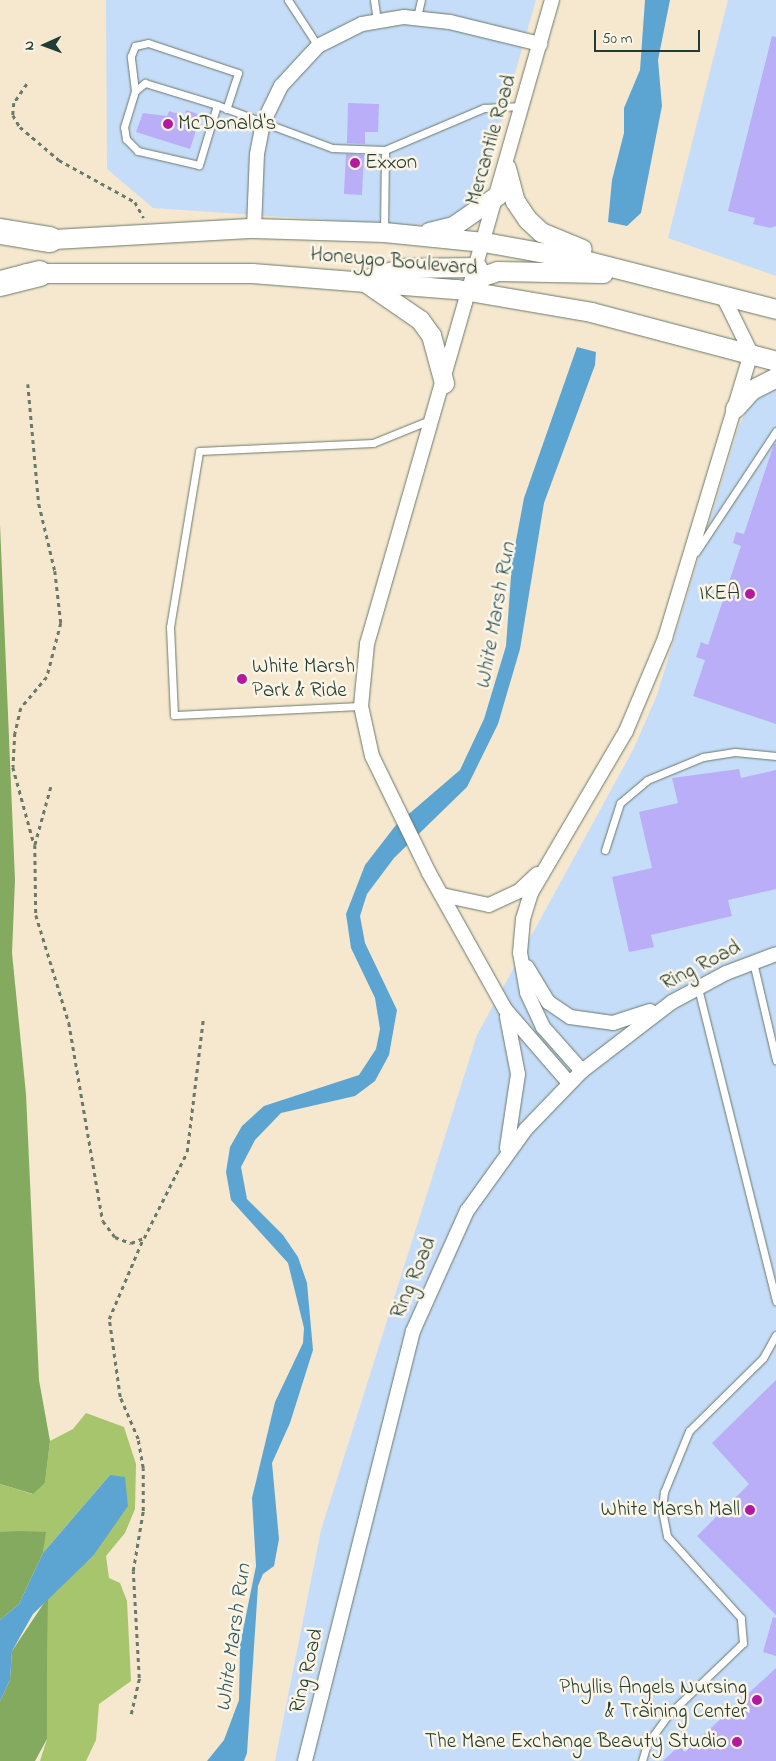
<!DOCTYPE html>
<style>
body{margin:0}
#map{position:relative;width:776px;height:1761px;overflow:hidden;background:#f5e8cf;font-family:"Indie Flower",sans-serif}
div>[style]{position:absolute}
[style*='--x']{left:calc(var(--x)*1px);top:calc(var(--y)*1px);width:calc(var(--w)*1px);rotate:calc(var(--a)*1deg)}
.built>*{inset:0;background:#c6ddf9}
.green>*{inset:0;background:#a6c56d}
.forest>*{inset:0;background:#84aa60}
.water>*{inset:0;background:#5ca5d3}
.building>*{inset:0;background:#b9aef7;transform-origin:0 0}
.path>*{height:2.5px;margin-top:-1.25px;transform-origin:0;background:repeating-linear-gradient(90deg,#6a796a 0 4px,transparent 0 8px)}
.roads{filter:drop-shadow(0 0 1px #6a796a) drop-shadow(0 0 1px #6a796a)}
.lane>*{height:7px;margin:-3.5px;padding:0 3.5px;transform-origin:3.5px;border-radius:3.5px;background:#fff}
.street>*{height:14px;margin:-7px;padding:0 7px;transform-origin:7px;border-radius:7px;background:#fff}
.secondary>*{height:19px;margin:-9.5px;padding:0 9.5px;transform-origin:9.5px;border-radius:9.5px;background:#fff}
.highway>*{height:25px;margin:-12.5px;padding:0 12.5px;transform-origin:12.5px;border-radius:12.5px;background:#fff}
.dots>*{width:14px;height:14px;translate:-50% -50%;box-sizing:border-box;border:2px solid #fcf5e5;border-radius:50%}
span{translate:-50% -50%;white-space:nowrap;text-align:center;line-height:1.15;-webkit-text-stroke:5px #fcf5e5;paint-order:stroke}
.poi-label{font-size:21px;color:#1f3d34}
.left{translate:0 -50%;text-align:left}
.right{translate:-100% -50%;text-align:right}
.street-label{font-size:21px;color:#1f3d34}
.water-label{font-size:22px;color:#315c64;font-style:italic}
.north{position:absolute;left:20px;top:20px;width:50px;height:50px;-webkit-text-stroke:4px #fcf5e5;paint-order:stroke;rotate:268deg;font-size:14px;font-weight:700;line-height:20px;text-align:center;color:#1f3d34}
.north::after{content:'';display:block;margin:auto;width:18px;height:22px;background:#1f3d34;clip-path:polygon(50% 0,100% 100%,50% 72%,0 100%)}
.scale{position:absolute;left:594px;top:30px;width:106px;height:22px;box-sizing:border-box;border:2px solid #1f3d34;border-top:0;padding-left:6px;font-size:15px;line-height:18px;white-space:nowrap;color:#1f3d34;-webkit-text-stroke:4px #fcf5e5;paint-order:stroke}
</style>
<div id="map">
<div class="built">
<i style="clip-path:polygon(106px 0,536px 0,482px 188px,458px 215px,415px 226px,153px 208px,107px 169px)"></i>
<i style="clip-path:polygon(728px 0,776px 0,776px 276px,668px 238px)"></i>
<i style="clip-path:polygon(776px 385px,776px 1761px,275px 1761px,321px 1530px,477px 1035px,634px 748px,657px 695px,739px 425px,749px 406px)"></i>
</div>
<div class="green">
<i style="clip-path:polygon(86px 1413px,124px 1427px,136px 1464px,135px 1509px,125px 1533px,106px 1556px,109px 1578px,120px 1583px,127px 1601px,131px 1681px,99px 1704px,96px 1740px,86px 1761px,40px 1761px,47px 1739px,48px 1597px,93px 1556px,110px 1475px,43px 1553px,45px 1532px,0 1532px,0 1484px,32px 1494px,45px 1483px,50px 1441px,73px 1429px)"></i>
</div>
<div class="forest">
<i style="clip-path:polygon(0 524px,15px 880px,12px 953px,26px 1094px,39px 1380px,50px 1441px,45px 1483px,33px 1494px,0 1484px)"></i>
<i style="clip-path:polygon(20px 1531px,46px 1532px,43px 1553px,19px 1604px,0 1620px,0 1532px)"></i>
<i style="clip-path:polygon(48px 1597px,47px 1739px,35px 1761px,0 1761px,0 1701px,10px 1680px,12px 1651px)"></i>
</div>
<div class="water">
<i style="clip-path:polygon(645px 0,670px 0,658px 60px,662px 106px,641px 213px,627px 226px,608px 222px,612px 180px,624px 133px,624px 108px,640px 70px)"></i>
<i style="clip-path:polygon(577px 347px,596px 352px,595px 365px,544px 503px,520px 649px,498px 724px,467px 787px,394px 858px,367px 894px,360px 916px,365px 943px,397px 1010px,389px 1055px,375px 1081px,355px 1096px,281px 1113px,255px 1140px,241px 1167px,247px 1199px,283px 1235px,298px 1257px,307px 1283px,313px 1350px,290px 1423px,272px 1463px,279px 1539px,274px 1566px,263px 1574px,258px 1586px,247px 1753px,244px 1761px,207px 1761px,224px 1740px,239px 1700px,240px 1645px,256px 1566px,252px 1498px,275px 1402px,303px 1343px,304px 1328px,288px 1263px,231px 1200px,226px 1172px,230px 1147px,242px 1126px,264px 1106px,359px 1075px,376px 1049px,380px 1029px,375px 998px,351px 948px,346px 914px,365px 865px,396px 825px,460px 770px,484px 719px,506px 646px,512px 562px,524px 498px)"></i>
<i style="clip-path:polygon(110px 1475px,125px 1477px,128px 1506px,93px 1556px,33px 1614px,12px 1651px,10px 1680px,0 1701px,0 1620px,19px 1604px,43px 1553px)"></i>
</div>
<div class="building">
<i style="clip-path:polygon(772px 36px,776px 37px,776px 226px,770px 228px,753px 224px,755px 218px,728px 211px)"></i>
<i style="clip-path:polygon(348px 103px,379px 104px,378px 132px,365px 132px,365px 144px,347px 143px)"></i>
<i style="clip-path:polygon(186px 110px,201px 115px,190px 149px,136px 132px,143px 113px,167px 116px,169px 111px,185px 116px)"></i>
<i style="left:346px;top:154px;width:18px;height:40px;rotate:3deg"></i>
<i style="clip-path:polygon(774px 444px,776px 444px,776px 724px,693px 696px,705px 660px,696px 657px,701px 642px,708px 645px,741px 546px,733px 543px,736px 532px,744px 534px)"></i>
<i style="clip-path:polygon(739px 769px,741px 778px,776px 770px,776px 889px,728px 900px,732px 916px,651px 935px,654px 947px,629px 952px,612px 877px,652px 868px,639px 812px,678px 803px,672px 778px)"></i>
<i style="clip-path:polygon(776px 1380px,776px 1615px,697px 1536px,749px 1484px,712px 1443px)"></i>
<i style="clip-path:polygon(773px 1617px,776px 1618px,776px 1656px,763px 1652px)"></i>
<i style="clip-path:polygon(776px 1668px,776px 1761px,663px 1761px,679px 1746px,685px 1752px)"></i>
</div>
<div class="path">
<i style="--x:27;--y:84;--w:23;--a:124"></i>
<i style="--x:14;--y:103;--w:12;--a:95"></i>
<i style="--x:13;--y:115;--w:14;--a:60"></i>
<i style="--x:20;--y:127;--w:51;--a:40.2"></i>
<i style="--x:59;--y:160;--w:87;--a:28.9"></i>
<i style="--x:135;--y:202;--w:18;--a:61"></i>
<i style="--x:28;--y:384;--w:121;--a:84.8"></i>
<i style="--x:39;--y:504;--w:69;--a:76.6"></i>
<i style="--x:55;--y:571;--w:52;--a:83.4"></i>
<i style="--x:61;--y:623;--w:56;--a:104.5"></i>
<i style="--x:47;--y:677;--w:40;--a:130"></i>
<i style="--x:21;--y:708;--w:26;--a:103"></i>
<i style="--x:15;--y:733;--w:34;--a:93"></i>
<i style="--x:13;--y:767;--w:80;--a:74.7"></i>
<i style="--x:51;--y:787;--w:60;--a:105.4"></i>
<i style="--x:35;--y:845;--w:70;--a:89.2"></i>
<i style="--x:36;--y:915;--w:113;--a:73"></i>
<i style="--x:69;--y:1023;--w:201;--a:80.3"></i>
<i style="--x:103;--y:1221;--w:20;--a:53"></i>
<i style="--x:115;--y:1237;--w:17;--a:21"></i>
<i style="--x:131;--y:1243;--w:14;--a:-21"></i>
<i style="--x:144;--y:1238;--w:96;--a:-63.4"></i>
<i style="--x:187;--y:1152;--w:134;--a:-83.1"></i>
<i style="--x:131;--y:1714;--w:37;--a:-77"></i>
<i style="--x:139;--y:1678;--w:107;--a:-93.2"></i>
<i style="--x:133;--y:1571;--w:61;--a:-80.5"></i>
<i style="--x:143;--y:1511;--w:43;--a:-90"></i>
<i style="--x:143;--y:1468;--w:29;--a:-100"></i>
<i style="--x:138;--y:1439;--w:46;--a:-113.2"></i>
<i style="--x:120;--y:1397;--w:79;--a:-98"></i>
<i style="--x:109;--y:1319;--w:87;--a:-67"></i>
</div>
<div class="roads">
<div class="lane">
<i style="--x:288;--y:0;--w:55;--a:56.9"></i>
<i style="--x:374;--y:0;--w:21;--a:82"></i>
<i style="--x:417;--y:17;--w:17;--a:-77"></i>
<i style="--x:135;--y:91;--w:35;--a:-97"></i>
<i style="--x:131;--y:56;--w:11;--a:-68"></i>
<i style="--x:135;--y:46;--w:13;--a:-13"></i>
<i style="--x:148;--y:43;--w:95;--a:18.4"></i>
<i style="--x:238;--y:73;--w:38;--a:108"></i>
<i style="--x:217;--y:105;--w:63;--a:106.7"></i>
<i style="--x:199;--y:165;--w:63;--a:-167.1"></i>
<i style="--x:138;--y:151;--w:17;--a:-135"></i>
<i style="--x:126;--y:139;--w:12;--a:-99"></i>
<i style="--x:124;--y:127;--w:38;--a:-73"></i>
<i style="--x:135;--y:91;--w:13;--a:-39"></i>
<i style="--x:145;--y:83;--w:75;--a:17"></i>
<i style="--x:217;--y:105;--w:123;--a:20.5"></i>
<i style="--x:332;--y:148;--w:53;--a:2.2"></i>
<i style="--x:385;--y:150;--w:108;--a:-23"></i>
<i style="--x:484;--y:108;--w:38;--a:-3"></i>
<i style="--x:384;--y:231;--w:81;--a:-89.3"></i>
<i style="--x:696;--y:552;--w:145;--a:-56.5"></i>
<i style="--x:361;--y:706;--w:187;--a:177.2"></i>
<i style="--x:174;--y:715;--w:88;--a:-92.6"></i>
<i style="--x:170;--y:627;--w:178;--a:-80.6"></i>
<i style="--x:199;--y:451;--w:174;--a:-2.6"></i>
<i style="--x:373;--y:443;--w:64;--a:-22.1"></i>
<i style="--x:605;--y:850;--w:49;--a:-72.3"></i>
<i style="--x:620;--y:803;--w:35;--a:-40"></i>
<i style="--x:647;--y:780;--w:61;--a:-22.3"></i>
<i style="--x:703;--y:757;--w:32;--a:-9"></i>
<i style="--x:735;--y:752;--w:41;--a:5.6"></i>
<i style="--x:753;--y:962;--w:101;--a:76.8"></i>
<i style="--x:698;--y:988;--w:323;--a:76"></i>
<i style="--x:642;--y:1761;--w:18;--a:-74"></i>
<i style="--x:647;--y:1744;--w:34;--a:-54"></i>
<i style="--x:667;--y:1716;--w:105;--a:-43.8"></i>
<i style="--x:743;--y:1643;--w:25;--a:-95"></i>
<i style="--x:741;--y:1618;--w:110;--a:-132.1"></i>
<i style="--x:667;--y:1536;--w:26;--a:-101"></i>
<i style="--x:662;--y:1510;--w:18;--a:-84"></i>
<i style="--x:664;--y:1492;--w:66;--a:-67.7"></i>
<i style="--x:689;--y:1431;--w:104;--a:-44.6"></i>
<i style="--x:763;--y:1358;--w:26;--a:-61"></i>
</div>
<div class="street">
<i style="--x:552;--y:0;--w:670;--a:106.03"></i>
<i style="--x:367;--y:644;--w:62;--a:95.5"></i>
<i style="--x:361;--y:706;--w:51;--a:77.6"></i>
<i style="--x:372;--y:756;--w:130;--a:64"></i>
<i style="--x:429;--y:873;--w:156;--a:60.8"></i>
<i style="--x:505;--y:1009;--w:98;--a:49.1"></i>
<i style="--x:254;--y:228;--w:74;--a:-87.7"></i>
<i style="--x:257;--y:154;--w:32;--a:-79"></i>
<i style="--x:263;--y:123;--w:41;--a:-64.1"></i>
<i style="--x:281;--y:86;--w:54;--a:-47.2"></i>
<i style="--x:318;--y:46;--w:49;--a:-26.6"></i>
<i style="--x:362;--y:24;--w:43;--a:-9.5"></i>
<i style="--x:404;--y:17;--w:46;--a:6.2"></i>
<i style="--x:450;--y:22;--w:93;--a:13.7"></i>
<i style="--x:442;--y:895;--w:48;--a:12"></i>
<i style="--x:489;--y:905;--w:33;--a:-25"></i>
<i style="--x:519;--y:891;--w:25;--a:-43"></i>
<i style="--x:527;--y:967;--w:41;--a:59"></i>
<i style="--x:548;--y:1002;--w:27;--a:34"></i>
<i style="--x:570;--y:1017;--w:43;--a:7.9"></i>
<i style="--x:613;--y:1023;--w:39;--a:-18"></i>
<i style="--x:507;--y:1017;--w:58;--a:79.1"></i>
<i style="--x:518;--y:1074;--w:75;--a:98.5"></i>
<i style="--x:582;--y:1071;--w:59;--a:-131.6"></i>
<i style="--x:543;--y:1027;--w:38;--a:-115"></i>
<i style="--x:527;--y:992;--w:40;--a:-100"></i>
<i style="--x:520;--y:953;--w:34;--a:-85"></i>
<i style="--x:523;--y:919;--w:27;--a:-73"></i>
<i style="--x:531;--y:893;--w:188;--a:-59.6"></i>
<i style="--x:626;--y:731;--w:101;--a:-67.2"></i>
<i style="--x:665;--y:638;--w:298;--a:-73.2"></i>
<i style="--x:751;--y:353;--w:66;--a:-116.2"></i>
<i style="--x:305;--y:1761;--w:443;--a:-75.9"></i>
<i style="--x:413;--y:1331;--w:132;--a:-65.8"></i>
<i style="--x:467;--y:1211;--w:101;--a:-54.3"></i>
<i style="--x:526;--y:1129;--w:81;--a:-46"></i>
<i style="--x:582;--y:1071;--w:113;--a:-37.5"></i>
<i style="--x:672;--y:1002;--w:61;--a:-28.2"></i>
<i style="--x:726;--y:973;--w:53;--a:-20.8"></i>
</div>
<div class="secondary">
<i style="--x:506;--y:168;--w:34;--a:75"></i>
<i style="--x:515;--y:201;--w:22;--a:56"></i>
<i style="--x:527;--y:219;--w:19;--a:43"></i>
<i style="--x:541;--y:232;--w:44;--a:22.5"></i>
<i style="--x:429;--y:232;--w:25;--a:-14"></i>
<i style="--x:453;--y:226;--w:55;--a:-34.6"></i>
<i style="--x:36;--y:240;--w:218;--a:-3.2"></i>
<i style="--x:254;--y:228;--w:130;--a:1.8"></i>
<i style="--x:384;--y:232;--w:100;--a:5.7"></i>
<i style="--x:484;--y:242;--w:102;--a:10.2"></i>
<i style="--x:584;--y:260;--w:198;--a:14.3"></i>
<i style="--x:26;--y:273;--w:226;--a:0"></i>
<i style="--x:252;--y:273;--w:206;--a:4.5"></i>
<i style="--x:457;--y:289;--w:136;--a:9.7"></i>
<i style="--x:591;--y:312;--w:191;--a:14.8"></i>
<i style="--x:372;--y:277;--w:33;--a:-16"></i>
<i style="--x:404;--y:268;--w:73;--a:-0.8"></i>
<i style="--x:474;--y:279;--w:24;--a:-19"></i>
<i style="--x:497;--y:271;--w:106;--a:1.1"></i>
<i style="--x:365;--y:282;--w:67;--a:34.6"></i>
<i style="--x:420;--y:320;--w:19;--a:54"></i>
<i style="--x:431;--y:335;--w:50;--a:74.8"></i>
<i style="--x:735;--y:408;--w:24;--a:-48"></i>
<i style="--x:751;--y:390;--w:28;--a:-27"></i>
</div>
<div class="highway">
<i style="--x:0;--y:231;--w:50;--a:9.3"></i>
<i style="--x:0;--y:283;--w:40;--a:-14.4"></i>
</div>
</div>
<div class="dots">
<i style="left:168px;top:124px;background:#b5179e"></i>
<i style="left:355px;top:163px;background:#b5179e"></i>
<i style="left:750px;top:594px;background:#b5179e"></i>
<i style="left:242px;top:679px;background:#b5179e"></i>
<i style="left:750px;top:1510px;background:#b5179e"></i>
<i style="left:757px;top:1700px;background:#b5179e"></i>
<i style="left:737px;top:1742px;background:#b5179e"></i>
</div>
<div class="poi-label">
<span class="left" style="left:178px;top:124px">McDonald's</span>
<span class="left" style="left:365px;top:163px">Exxon</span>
<span class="right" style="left:740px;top:594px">IKEA</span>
<span class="left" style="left:252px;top:679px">White Marsh<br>Park &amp; Ride</span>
<span class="right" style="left:740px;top:1510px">White Marsh Mall</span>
<span class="right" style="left:747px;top:1700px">Phyllis Angels Nursing<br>&amp; Training Center</span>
<span class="right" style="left:727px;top:1742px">The Mane Exchange Beauty Studio</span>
</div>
<div class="street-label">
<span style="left:492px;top:140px;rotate:-74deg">Mercantile Road</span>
<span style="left:394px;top:262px;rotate:5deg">Honeygo Boulevard</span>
<span style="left:701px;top:966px;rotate:-27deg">Ring Road</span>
<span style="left:414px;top:1278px;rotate:-67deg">Ring Road</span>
<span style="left:307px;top:1671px;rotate:-76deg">Ring Road</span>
</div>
<div class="water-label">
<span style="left:497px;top:616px;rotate:-80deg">White Marsh Run</span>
<span style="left:235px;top:1638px;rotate:-82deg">White Marsh Run</span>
</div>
<div class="north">N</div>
<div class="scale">50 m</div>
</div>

========================================

_Instructions for the task_
Nothing but a number should be given for this: how many lines in the entries above contain "lane"?

_Exercise response_
2